■ Activity: Set every entry below down once more, exactly as it stands, without images.

■ Records:
____________________
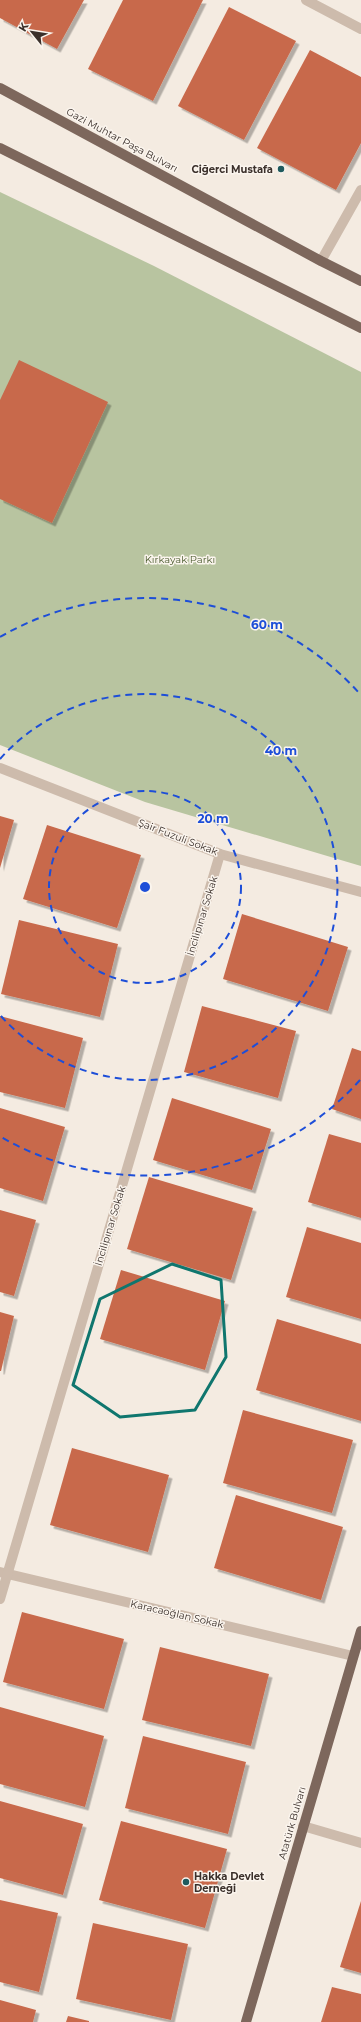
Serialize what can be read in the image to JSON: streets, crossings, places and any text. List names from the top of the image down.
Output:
{
  "streets": {
    "main road": ["Gazi Muhtar Paşa Bulvarı", "Atatürk Bulvarı"],
    "street": ["Şair Fuzuli Sokak", "İncilipınar Sokak", "Karacaoğlan Sokak"]
  },
  "crossings": [
    ["Şair Fuzuli Sokak", "İncilipınar Sokak"],
    ["İncilipınar Sokak", "Karacaoğlan Sokak"],
    ["Karacaoğlan Sokak", "Atatürk Bulvarı"]
  ],
  "parks": ["Kırkayak Parkı"],
  "places": ["Ciğerci Mustafa", "Hakka Devlet Derneği"],
  "north": "top left",
  "rings": ["60 m", "40 m", "20 m"]
}
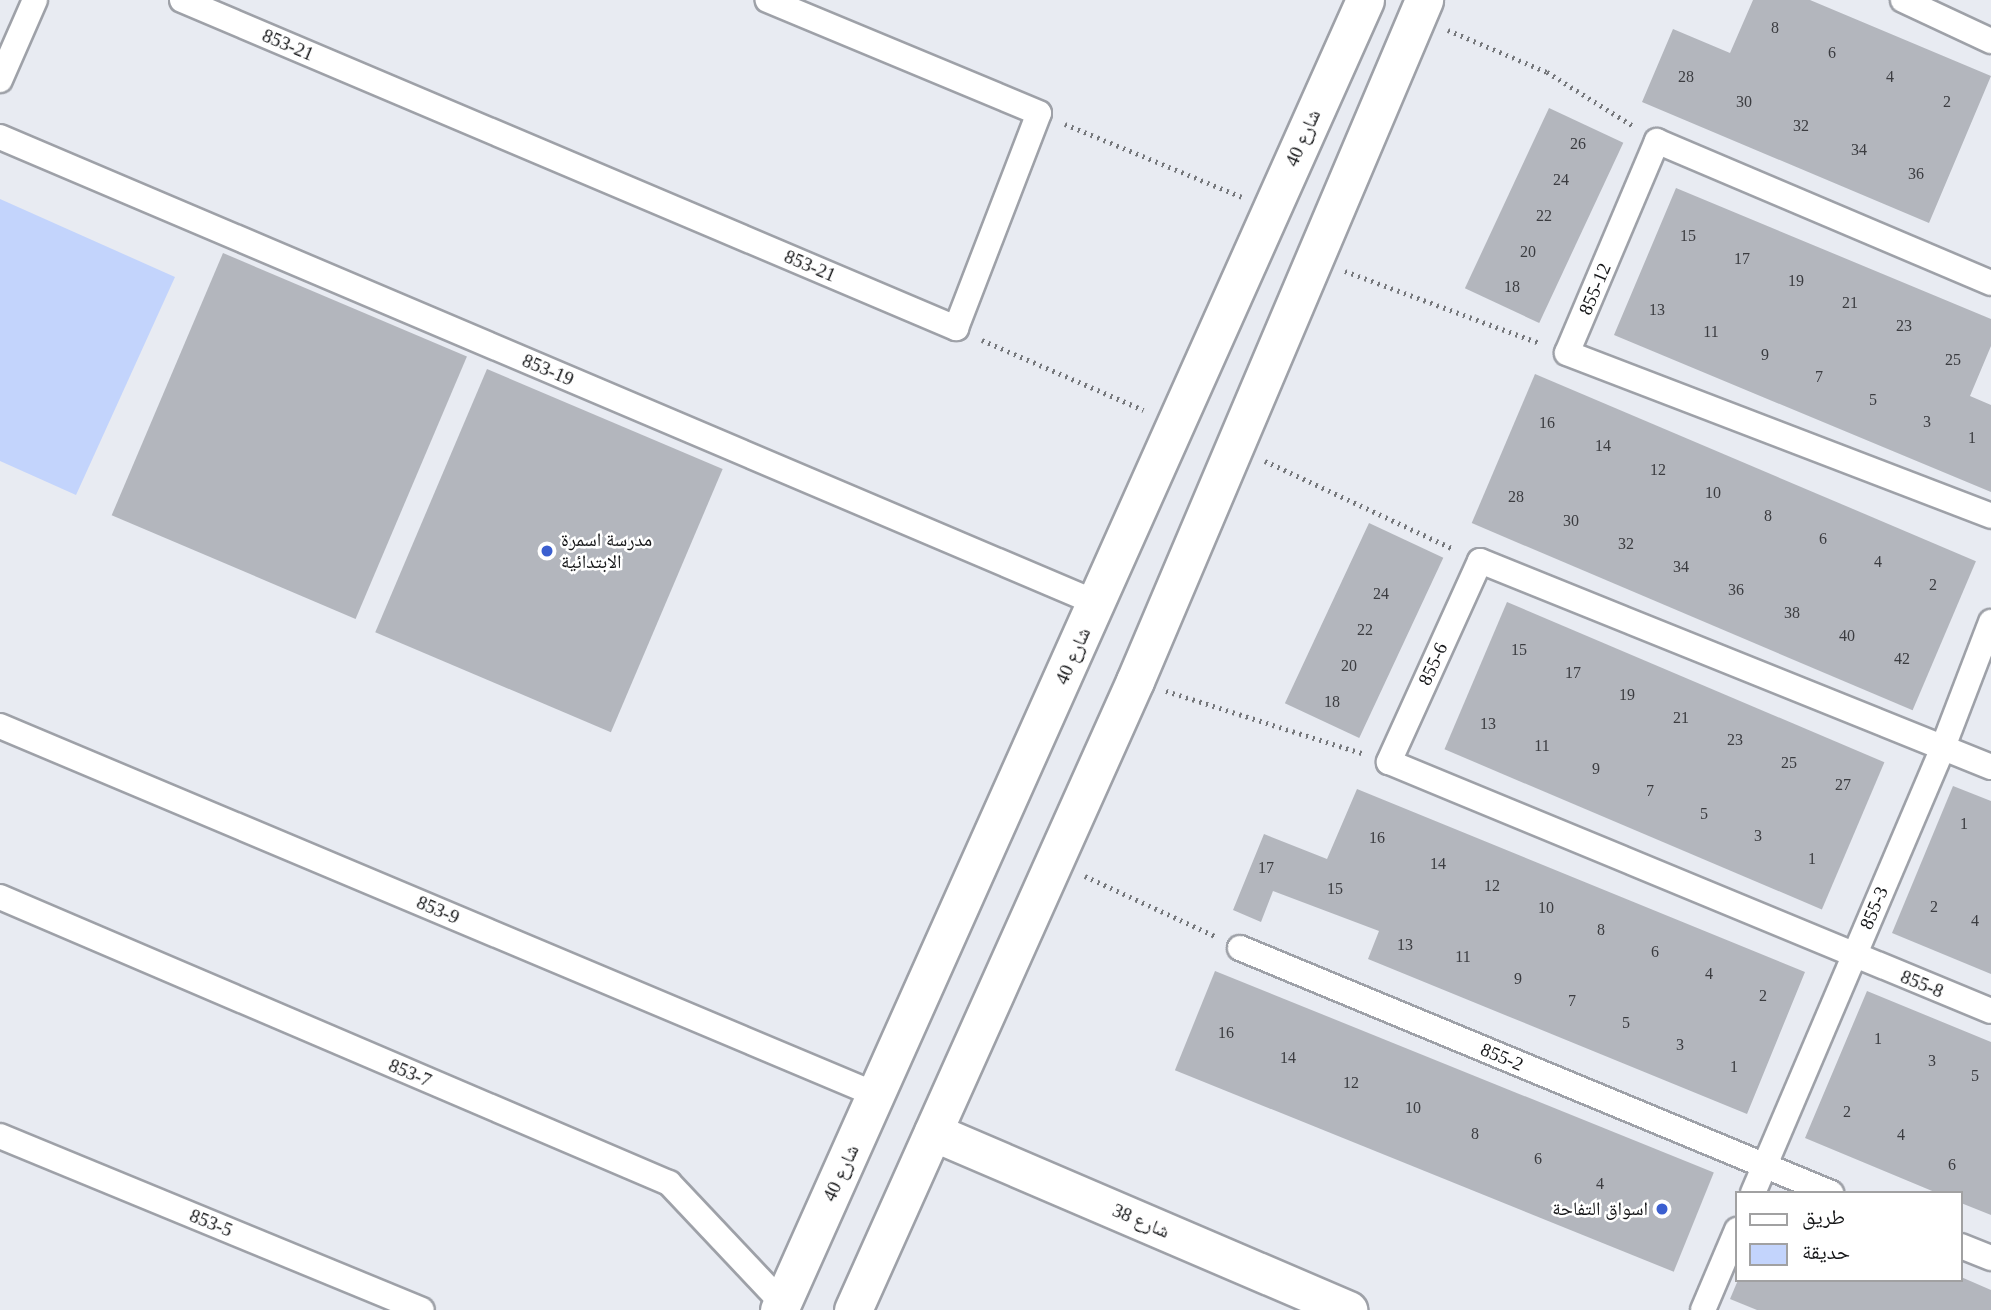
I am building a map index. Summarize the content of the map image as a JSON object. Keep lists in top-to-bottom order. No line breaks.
{"streets":{"main road":["شارع 40","شارع 38"],"street":["853-21","855-12","853-19","855-6","855-3","853-9","855-8","855-2","853-7","853-5"]},"crossings":[["شارع 40","853-19"],["شارع 40","853-9"],["شارع 40","853-7"],["855-3","855-8"],["855-3","855-2"]],"places":["مدرسة اسمرة الابتدائية","اسواق التفاحة"],"house_numbers":["8","6","28","4","30","2","32","26","34","36","24","22","15","20","17","19","18","21","13","23","11","9","25","7","5","3","16","1","14","12","10","28","8","30","6","32","4","34","2","36","24","38","22","40","15","42","20","17","19","18","21","13","23","11","25","9","27","7","5","1","3","16","1","14","17","12","15","2","10","4","8","13","6","11","4","9","2","7","5","16","1","3","14","3","1","5","12","10","2","8","4","6","6","4"],"legend":["طريق","حديقة"]}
____________________
■ Output for this task:
Serialize what can be read in the image to JSON: streets, crossings, places and any text. List names from the top of the image down.
Output:
{
  "streets": {
    "main road": ["Gazi Muhtar Paşa Bulvarı", "Atatürk Bulvarı"],
    "street": ["Şair Fuzuli Sokak", "İncilipınar Sokak", "Karacaoğlan Sokak"]
  },
  "crossings": [
    ["Şair Fuzuli Sokak", "İncilipınar Sokak"],
    ["İncilipınar Sokak", "Karacaoğlan Sokak"],
    ["Karacaoğlan Sokak", "Atatürk Bulvarı"]
  ],
  "parks": ["Kırkayak Parkı"],
  "places": ["Ciğerci Mustafa", "Hakka Devlet Derneği"],
  "north": "top left",
  "rings": ["60 m", "40 m", "20 m"]
}
I am building a map index. Summarize the content of the map image as a JSON object. Keep lists in top-to-bottom order. No line breaks.
{"streets":{"main road":["شارع 40","شارع 38"],"street":["853-21","855-12","853-19","855-6","855-3","853-9","855-8","855-2","853-7","853-5"]},"crossings":[["شارع 40","853-19"],["شارع 40","853-9"],["شارع 40","853-7"],["855-3","855-8"],["855-3","855-2"]],"places":["مدرسة اسمرة الابتدائية","اسواق التفاحة"],"house_numbers":["8","6","28","4","30","2","32","26","34","36","24","22","15","20","17","19","18","21","13","23","11","9","25","7","5","3","16","1","14","12","10","28","8","30","6","32","4","34","2","36","24","38","22","40","15","42","20","17","19","18","21","13","23","11","25","9","27","7","5","1","3","16","1","14","17","12","15","2","10","4","8","13","6","11","4","9","2","7","5","16","1","3","14","3","1","5","12","10","2","8","4","6","6","4"],"legend":["طريق","حديقة"]}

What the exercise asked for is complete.